▶ [Source material]:
++++
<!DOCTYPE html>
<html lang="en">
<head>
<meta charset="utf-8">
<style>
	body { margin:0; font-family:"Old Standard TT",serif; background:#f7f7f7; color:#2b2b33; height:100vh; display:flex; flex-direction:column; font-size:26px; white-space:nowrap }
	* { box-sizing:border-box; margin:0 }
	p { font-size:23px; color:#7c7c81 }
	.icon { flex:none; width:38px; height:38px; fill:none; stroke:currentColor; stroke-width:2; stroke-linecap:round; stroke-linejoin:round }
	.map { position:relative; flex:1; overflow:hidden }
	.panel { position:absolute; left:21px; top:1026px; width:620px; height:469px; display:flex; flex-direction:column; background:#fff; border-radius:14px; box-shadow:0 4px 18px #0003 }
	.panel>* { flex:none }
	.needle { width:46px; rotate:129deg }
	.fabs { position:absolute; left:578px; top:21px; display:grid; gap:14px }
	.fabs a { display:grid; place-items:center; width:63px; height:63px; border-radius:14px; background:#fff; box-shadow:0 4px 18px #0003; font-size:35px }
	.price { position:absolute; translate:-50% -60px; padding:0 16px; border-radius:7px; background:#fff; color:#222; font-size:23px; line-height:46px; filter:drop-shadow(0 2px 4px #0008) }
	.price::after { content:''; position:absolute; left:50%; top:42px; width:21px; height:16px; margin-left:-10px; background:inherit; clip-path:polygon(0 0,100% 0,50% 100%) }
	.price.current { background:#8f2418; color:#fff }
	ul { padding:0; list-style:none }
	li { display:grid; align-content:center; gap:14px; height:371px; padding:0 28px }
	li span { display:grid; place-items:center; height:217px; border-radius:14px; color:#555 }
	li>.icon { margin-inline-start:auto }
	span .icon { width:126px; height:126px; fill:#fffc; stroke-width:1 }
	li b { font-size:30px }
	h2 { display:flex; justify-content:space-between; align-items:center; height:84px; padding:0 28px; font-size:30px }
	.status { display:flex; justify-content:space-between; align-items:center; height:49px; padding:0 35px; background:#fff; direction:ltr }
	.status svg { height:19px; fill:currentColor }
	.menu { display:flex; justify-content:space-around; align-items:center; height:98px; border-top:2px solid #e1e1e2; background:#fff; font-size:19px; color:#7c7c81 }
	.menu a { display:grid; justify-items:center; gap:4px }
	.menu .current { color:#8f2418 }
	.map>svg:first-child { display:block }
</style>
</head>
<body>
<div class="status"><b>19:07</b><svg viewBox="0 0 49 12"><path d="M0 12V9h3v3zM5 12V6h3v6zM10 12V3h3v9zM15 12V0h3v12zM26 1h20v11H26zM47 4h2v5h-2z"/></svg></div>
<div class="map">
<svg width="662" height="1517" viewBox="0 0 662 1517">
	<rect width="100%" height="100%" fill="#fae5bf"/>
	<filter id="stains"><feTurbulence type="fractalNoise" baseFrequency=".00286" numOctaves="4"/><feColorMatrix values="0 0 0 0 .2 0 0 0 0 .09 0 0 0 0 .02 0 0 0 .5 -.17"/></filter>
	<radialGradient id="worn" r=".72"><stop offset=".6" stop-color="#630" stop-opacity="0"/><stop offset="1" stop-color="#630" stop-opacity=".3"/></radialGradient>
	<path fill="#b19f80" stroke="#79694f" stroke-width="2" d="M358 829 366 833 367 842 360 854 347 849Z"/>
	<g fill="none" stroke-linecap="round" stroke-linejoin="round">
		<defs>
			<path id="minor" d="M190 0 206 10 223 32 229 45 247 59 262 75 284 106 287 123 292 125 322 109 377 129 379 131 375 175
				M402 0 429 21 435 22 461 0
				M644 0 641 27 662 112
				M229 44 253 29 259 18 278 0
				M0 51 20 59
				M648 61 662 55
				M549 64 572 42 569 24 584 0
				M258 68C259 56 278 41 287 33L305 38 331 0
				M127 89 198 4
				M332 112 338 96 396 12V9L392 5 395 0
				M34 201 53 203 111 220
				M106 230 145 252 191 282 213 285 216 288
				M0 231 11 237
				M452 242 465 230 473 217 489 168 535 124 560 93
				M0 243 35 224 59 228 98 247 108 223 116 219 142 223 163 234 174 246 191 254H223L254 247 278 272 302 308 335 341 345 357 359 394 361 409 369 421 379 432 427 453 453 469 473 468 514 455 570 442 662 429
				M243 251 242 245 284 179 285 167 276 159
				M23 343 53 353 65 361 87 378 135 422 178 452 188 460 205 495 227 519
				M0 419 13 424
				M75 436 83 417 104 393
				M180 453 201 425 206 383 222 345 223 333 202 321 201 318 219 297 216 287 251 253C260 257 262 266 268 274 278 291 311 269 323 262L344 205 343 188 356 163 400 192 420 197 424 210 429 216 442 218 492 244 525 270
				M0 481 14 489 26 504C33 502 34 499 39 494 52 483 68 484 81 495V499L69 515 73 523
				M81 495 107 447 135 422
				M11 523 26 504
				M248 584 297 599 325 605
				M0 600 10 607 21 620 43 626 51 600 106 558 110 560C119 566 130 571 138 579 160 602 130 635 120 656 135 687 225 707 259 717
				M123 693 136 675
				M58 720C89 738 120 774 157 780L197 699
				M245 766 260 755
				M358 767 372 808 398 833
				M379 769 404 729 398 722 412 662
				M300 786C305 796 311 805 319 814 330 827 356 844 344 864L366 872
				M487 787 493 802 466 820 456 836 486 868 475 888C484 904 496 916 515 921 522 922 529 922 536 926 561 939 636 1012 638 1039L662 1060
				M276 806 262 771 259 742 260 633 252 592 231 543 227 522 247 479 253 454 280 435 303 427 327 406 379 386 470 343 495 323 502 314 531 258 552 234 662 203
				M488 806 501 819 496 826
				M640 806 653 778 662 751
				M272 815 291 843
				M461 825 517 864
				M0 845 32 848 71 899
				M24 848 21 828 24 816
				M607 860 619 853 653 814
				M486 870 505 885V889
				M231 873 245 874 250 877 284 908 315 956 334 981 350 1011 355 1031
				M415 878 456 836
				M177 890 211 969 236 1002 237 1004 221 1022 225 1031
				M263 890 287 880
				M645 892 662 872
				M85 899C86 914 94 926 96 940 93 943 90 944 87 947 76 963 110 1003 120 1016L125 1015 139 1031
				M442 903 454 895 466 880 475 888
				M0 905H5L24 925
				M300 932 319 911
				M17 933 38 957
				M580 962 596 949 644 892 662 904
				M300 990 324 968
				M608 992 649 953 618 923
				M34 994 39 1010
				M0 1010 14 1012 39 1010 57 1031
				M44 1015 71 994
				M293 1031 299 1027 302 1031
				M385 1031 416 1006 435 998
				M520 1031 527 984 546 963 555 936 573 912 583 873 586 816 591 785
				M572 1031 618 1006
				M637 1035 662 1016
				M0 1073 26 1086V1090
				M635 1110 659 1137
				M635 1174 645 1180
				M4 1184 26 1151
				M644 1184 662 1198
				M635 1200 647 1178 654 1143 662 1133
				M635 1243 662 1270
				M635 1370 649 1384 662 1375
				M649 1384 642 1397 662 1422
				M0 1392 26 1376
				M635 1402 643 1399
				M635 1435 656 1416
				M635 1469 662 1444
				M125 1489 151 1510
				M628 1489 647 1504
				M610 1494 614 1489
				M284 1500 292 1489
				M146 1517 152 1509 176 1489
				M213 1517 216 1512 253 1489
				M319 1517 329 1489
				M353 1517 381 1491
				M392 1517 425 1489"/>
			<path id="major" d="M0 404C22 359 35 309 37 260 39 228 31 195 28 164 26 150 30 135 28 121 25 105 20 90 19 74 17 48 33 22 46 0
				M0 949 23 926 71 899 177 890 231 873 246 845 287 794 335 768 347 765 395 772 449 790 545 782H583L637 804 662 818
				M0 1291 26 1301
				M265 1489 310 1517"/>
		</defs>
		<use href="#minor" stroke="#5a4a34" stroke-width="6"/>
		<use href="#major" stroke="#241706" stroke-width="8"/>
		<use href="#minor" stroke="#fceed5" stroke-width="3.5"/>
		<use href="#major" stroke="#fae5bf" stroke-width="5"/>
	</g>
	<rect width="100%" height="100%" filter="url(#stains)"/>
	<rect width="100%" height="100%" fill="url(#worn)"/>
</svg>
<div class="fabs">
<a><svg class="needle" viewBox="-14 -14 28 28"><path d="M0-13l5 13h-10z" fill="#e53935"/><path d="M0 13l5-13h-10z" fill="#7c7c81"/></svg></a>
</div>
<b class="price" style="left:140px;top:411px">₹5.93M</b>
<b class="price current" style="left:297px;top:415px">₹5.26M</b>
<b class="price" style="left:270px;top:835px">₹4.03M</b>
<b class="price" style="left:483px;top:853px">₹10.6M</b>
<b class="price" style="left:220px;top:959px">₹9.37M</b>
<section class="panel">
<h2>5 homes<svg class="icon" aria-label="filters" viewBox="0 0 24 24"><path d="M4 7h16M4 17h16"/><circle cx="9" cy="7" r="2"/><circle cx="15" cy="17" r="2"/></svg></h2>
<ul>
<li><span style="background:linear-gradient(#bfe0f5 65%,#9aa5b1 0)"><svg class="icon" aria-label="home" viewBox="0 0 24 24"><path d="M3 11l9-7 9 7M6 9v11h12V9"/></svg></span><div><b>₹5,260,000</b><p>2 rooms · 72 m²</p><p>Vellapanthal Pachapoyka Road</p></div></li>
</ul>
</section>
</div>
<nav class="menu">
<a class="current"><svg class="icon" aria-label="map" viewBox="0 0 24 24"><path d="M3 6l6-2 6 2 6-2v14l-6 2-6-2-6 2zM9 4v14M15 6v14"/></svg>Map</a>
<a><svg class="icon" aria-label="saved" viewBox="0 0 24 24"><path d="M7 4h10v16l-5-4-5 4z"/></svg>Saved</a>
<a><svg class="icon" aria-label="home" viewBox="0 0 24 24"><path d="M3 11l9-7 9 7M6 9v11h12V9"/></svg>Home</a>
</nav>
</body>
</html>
++++
▶ [Task directions]: Transcribe each line of the data above, unaltered, from the one where "829 366 833" appears to the one where "M11 523 26 504" appears, inclusive of both.

▶ [Solution to this exercise]:
	<path fill="#b19f80" stroke="#79694f" stroke-width="2" d="M358 829 366 833 367 842 360 854 347 849Z"/>
	<g fill="none" stroke-linecap="round" stroke-linejoin="round">
		<defs>
			<path id="minor" d="M190 0 206 10 223 32 229 45 247 59 262 75 284 106 287 123 292 125 322 109 377 129 379 131 375 175
				M402 0 429 21 435 22 461 0
				M644 0 641 27 662 112
				M229 44 253 29 259 18 278 0
				M0 51 20 59
				M648 61 662 55
				M549 64 572 42 569 24 584 0
				M258 68C259 56 278 41 287 33L305 38 331 0
				M127 89 198 4
				M332 112 338 96 396 12V9L392 5 395 0
				M34 201 53 203 111 220
				M106 230 145 252 191 282 213 285 216 288
				M0 231 11 237
				M452 242 465 230 473 217 489 168 535 124 560 93
				M0 243 35 224 59 228 98 247 108 223 116 219 142 223 163 234 174 246 191 254H223L254 247 278 272 302 308 335 341 345 357 359 394 361 409 369 421 379 432 427 453 453 469 473 468 514 455 570 442 662 429
				M243 251 242 245 284 179 285 167 276 159
				M23 343 53 353 65 361 87 378 135 422 178 452 188 460 205 495 227 519
				M0 419 13 424
				M75 436 83 417 104 393
				M180 453 201 425 206 383 222 345 223 333 202 321 201 318 219 297 216 287 251 253C260 257 262 266 268 274 278 291 311 269 323 262L344 205 343 188 356 163 400 192 420 197 424 210 429 216 442 218 492 244 525 270
				M0 481 14 489 26 504C33 502 34 499 39 494 52 483 68 484 81 495V499L69 515 73 523
				M81 495 107 447 135 422
				M11 523 26 504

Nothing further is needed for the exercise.